◆ Brief: Please copy each line of the records below that includes the word "Webb".

◆ Data to use:

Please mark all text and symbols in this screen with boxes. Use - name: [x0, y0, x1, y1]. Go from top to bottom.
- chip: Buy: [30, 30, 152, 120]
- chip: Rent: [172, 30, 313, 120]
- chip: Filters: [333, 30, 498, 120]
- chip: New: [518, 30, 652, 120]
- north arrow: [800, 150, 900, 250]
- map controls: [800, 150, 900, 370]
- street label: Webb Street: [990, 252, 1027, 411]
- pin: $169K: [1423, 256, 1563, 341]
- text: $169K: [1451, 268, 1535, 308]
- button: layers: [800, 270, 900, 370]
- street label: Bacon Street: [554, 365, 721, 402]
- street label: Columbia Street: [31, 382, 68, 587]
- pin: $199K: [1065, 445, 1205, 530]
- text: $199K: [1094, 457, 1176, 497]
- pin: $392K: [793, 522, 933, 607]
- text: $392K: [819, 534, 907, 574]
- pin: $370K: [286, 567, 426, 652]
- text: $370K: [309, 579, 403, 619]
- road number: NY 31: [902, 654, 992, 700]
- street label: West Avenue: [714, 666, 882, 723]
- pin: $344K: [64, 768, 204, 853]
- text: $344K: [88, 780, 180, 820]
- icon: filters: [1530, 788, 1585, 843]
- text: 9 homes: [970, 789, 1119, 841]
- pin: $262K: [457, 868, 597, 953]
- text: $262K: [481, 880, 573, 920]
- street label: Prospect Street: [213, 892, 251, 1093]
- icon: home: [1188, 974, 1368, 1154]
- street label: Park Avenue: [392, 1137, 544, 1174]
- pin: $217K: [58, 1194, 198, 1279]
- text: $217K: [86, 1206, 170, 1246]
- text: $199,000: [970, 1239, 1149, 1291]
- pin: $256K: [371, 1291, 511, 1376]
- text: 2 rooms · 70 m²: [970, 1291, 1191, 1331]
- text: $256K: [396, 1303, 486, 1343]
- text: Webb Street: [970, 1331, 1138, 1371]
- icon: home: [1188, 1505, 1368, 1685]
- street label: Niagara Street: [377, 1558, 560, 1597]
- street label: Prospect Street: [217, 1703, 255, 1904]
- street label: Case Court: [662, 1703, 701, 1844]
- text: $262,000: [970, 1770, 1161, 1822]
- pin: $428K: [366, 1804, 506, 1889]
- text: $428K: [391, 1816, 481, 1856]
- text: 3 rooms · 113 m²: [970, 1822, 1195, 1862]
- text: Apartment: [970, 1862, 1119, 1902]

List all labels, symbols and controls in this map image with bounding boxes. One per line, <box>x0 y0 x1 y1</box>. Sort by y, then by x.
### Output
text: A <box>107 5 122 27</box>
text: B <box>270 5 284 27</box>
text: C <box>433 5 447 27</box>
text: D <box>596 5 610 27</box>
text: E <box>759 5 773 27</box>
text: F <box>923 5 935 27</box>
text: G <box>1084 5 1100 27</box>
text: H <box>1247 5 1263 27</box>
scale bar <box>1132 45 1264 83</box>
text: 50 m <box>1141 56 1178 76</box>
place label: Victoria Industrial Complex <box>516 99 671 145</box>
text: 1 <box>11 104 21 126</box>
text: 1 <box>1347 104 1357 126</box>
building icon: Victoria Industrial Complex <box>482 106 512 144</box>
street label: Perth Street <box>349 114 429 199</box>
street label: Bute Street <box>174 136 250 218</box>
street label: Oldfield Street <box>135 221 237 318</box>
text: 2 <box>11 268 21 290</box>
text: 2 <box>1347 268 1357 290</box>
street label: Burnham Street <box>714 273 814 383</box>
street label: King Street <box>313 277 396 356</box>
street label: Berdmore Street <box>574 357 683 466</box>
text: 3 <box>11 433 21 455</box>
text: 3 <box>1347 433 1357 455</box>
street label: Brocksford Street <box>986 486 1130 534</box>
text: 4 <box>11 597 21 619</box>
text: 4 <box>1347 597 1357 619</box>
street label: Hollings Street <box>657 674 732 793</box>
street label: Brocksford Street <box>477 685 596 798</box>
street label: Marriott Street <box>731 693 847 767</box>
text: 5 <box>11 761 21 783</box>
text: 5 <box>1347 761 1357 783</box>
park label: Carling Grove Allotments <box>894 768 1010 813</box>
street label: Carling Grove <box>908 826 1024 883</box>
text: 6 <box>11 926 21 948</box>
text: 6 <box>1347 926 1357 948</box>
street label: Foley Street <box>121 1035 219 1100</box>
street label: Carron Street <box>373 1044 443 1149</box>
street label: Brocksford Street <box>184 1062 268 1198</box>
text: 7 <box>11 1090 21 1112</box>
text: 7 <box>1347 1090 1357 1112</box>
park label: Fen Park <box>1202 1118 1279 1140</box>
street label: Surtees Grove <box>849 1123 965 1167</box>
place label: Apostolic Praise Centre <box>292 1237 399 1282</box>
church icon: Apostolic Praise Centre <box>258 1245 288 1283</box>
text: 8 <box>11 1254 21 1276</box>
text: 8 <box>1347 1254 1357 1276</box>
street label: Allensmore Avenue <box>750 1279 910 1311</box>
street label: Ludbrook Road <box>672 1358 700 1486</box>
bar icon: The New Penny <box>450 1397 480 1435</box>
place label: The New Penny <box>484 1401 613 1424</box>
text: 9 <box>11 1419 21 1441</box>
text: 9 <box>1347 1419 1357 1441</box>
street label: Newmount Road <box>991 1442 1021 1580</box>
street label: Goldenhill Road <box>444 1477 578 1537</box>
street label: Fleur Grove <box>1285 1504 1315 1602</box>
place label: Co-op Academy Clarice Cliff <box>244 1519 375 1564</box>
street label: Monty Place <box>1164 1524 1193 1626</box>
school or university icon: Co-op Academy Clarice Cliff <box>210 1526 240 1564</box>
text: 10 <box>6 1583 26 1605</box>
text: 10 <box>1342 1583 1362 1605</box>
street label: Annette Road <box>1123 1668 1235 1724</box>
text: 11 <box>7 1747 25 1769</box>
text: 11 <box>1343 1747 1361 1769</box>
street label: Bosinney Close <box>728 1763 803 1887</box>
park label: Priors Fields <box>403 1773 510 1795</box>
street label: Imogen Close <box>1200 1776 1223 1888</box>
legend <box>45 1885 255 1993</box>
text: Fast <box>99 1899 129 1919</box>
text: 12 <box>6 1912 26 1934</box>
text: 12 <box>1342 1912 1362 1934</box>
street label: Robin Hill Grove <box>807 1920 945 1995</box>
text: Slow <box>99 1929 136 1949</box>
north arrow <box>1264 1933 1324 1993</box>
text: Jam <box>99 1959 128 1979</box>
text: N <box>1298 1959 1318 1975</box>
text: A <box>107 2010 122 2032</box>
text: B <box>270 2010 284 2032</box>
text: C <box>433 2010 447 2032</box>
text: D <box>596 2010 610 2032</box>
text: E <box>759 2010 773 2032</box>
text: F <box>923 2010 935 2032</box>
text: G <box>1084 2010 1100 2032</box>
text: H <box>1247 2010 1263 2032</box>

◆ Solution to this task:
- street label: Webb Street: [990, 252, 1027, 411]
- text: Webb Street: [970, 1331, 1138, 1371]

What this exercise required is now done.